There's no chance for a breather as 'Guiding Light' ramps up the pace of the album with its hard-hitting drum beat and bass line. Bellamy's melodic guitar playing in the song's breakdown contains elements of The Edge, before he – and the track – erupts into another monumental Rock riff (think Queen, again). Lyrically, the frontman is still evoking images of love and salvation as he says there is “no guiding light left inside”.
After beginning with an ethereal sounding church organ, 'Unnatural Selection' transforms into a driving, full-throttle mammoth (think 'Supermassive Black Hole', only 100bpm faster) which, at times, seems to leave even Bellamy gasping for air. Thankfully for the singer, however, the song breaks down as he sings about trying “to ride out the storm” over a distorted guitar solo. The pace then picks up again as the Bellamy and bassist Chris Wolstenholme unleash a Rage Against The Machine sounding finale.

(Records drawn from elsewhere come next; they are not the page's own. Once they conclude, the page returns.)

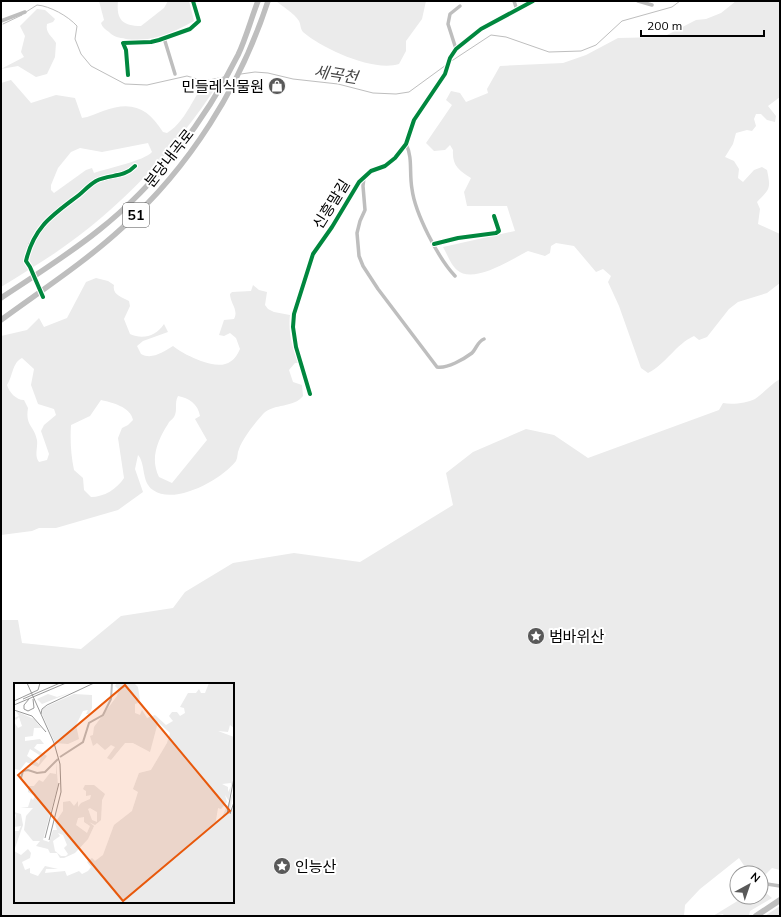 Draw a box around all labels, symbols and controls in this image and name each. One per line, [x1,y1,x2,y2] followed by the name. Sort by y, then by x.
[641,12,764,38] scale bar
[647,18,682,33] text: 200 m
[313,61,362,88] water label: 세곡천
[267,76,287,96] shop icon: 민들레식물원
[181,77,264,96] place label: 민들레식물원
[140,125,198,191] street label: 분당내곡로
[308,176,354,232] street label: 신흥말길
[123,203,149,227] road number: 51
[526,626,546,646] place icon: 범바위산
[549,627,604,646] place label: 범바위산
[14,683,234,903] inset map
[272,856,292,876] place icon: 인능산
[295,857,337,876] place label: 인능산
[729,865,769,905] north arrow
[748,869,763,885] text: N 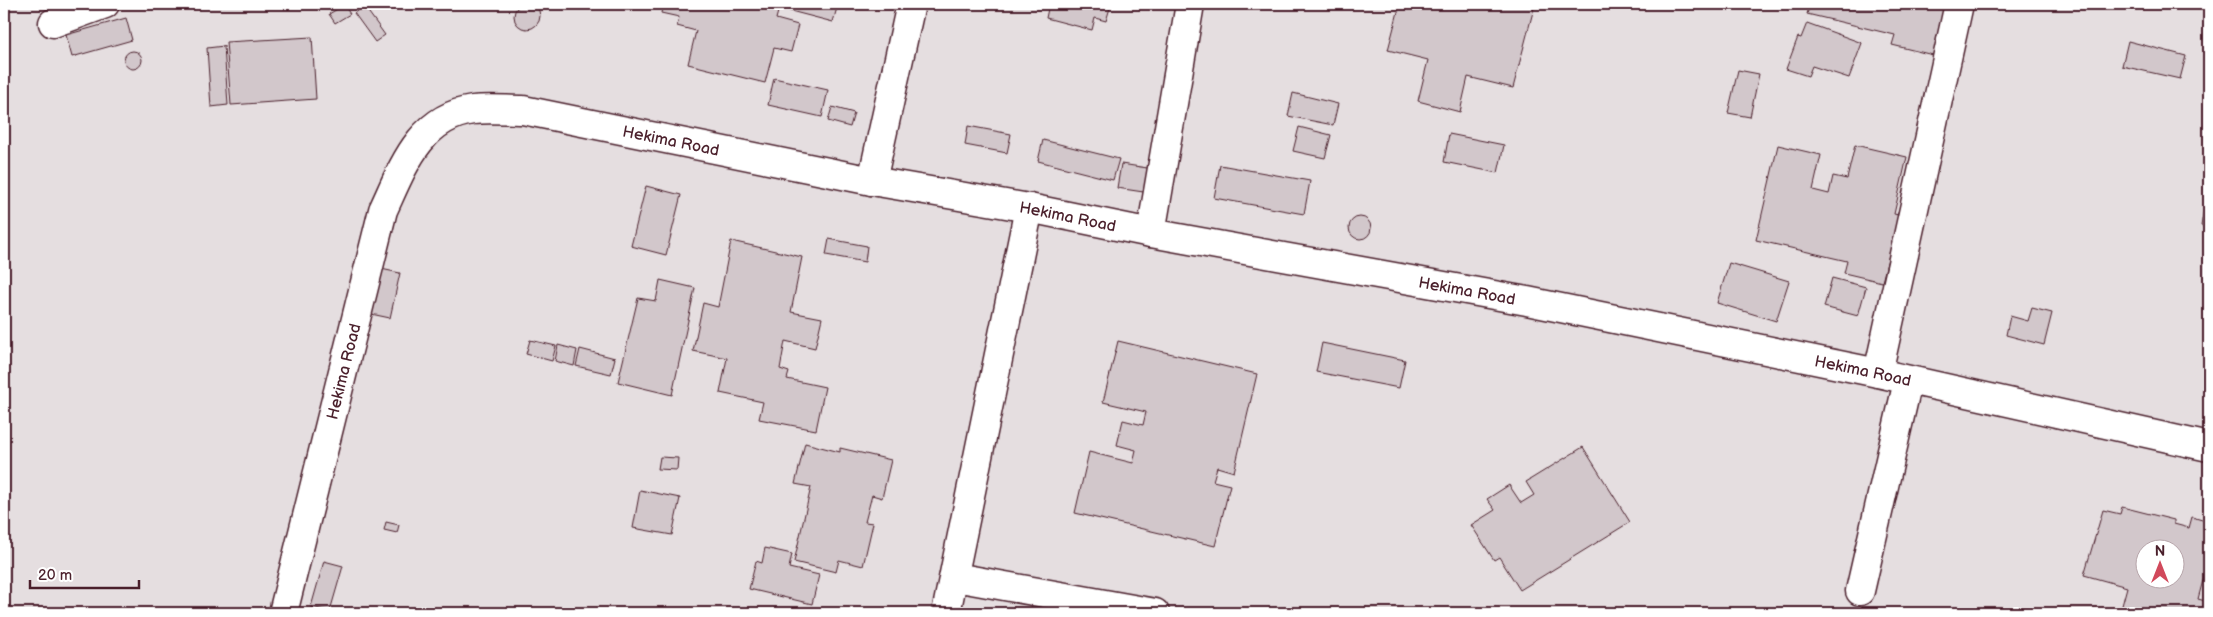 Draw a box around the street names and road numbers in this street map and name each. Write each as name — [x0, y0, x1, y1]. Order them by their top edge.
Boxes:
street label: Hekima Road — [621, 123, 721, 161]
street label: Hekima Road — [1018, 199, 1118, 237]
street label: Hekima Road — [1417, 274, 1517, 310]
street label: Hekima Road — [323, 322, 365, 422]
street label: Hekima Road — [1813, 352, 1913, 391]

A symphony according to Muse, 'MK Ultra' provides a proper introduction to the album's classical influences, which Bellamy and his bandmates spoke so passionately about during production. The track's frenetic pace is broken up with an ethereal string section, which Muse manage to make it their own by adding traces of their trademark psychedelia and sing-a-long hooks. I expect this will more than make its mark when the band take 'The Resistance' on the road this autumn.
'I Belong To You'
Along with 'Undisclosed Desires', 'I Belong To You's' piano-driven intro is notably 80s influenced. But, just as Keane showed last year with 'Spiralling', that isn't always necessarily a good thing. The lyrics - “I've travelled the whole world to say I belong to you” - are also a bit too Tom Chaplin in places. As with previous tracks on the album, the song features another instrumental breakdown, which sees Bellamy showcase some of his best French. Piano and drums return – along with what sounds like an oboe – at the song's conclusion.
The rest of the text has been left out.